People are different
Also, important to understand that the risks to people are different. So this one’s audience participation. I’m going to ask you all to raise your hand in a moment and then put your hand down when your answer becomes ‘No’. In spirit of the earlier one I’m the game master. I have a 20 sided die. You get one opportunity to play this game, this is not iterated, and you get to bet some amount. If I roll your number, you get 20 times that amount plus your original bet – because I’m bad at math. If it doesn’t come up, I get to keep your money. Now. What this means is you’re expected a 5% payout. This is great. Like a house in Vegas that did this would be out of business almost instantaneously. So, put up your hands.
Would you bet and play this game at $1? Yes.
- $10?
- $100?
- $1,000?
- $10,000?
- £100,000?
- $1,000,000?
Oh no. So, the best part is, Mark is not the first person to leave their hand up at a million dollars. The first person who did worked for the army and they did tank acquisitions. And he said, ‘Dude I will totally bet a million dollars on another 20 million because I probably lose that in waste anyway, but 20 million I could really use.’ But what’s important here is that from a known simplistic model of the human. This is the same game. Either your hand is up, or it is not up and yet we all put our hands down at different times. Why? Because we have different things to lose. You know I play this game probably for a hundred bucks.

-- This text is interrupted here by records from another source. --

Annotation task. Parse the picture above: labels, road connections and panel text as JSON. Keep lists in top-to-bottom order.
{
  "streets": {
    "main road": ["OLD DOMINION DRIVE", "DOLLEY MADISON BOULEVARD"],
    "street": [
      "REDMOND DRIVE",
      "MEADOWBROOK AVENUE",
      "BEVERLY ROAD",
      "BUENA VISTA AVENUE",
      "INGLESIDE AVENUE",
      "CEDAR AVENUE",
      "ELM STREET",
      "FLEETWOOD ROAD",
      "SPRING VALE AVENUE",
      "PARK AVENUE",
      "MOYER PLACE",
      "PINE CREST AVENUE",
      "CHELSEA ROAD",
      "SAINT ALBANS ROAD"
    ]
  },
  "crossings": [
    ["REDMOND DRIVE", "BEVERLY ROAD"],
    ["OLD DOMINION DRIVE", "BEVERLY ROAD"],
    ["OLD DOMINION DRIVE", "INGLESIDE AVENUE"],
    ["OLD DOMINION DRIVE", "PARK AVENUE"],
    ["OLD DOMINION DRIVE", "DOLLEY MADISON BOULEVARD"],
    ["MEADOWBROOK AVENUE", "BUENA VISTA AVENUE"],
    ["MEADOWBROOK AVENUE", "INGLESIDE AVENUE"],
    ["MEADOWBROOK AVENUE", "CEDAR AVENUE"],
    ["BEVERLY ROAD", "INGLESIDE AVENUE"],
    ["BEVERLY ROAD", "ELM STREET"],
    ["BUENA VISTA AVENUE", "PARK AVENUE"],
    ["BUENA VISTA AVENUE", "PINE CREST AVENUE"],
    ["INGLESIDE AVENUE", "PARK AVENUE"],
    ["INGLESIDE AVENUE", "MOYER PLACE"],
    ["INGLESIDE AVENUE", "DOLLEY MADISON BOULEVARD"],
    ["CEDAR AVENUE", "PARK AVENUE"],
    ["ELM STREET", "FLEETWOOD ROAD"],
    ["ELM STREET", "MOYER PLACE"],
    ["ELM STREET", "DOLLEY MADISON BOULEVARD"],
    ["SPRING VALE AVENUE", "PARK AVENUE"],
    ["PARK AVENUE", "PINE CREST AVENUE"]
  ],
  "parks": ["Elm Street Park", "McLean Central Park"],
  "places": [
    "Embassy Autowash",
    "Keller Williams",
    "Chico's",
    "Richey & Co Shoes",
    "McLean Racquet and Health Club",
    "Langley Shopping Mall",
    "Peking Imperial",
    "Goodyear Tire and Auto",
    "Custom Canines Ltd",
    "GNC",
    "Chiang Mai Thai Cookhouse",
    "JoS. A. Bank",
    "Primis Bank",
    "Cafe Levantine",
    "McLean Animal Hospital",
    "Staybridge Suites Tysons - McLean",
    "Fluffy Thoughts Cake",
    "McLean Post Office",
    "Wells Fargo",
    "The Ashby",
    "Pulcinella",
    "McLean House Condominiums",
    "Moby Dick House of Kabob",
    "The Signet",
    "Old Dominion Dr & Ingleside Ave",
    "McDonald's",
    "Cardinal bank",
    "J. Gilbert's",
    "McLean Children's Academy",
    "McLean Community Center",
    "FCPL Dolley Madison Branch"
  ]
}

Because 100 bucks is a nice meal. I can skip a nice meal it’s not going to hurt me. There are people for whom 100 bucks is significant value. They’re not going to play a game like this. With one hundred dollars. Because what you really value something is what you give up. What’s your cost is a personal cost. It’s about what you’re giving up. So, you should worry about people who are disconnected from their costs. A product manager doesn’t bear a cost for a bad decision. That is a concern because they might be willing to take bigger and greater risks.
Now you can’t get people to take no risk because there’s an amount of risk that people are willing to take. It’s known as the Peltzman effect. You’d move it along. You have some amount of risk when you learn about or risk change all of a sudden, the world is scarier. What do you do? You act. You’re going to drive back down your risk to where you thought it was before. And this is all about perception. It’s not that humans run around calculating risk, but if we just got a note that said ‘hey look five people got mugged in the parking lot across the street’ all of us who were in the parking lot are going to be like ‘hey when I’m going to buy cars you want to walk with me, you know so we don’t get mugged?’ We’ll just take some action.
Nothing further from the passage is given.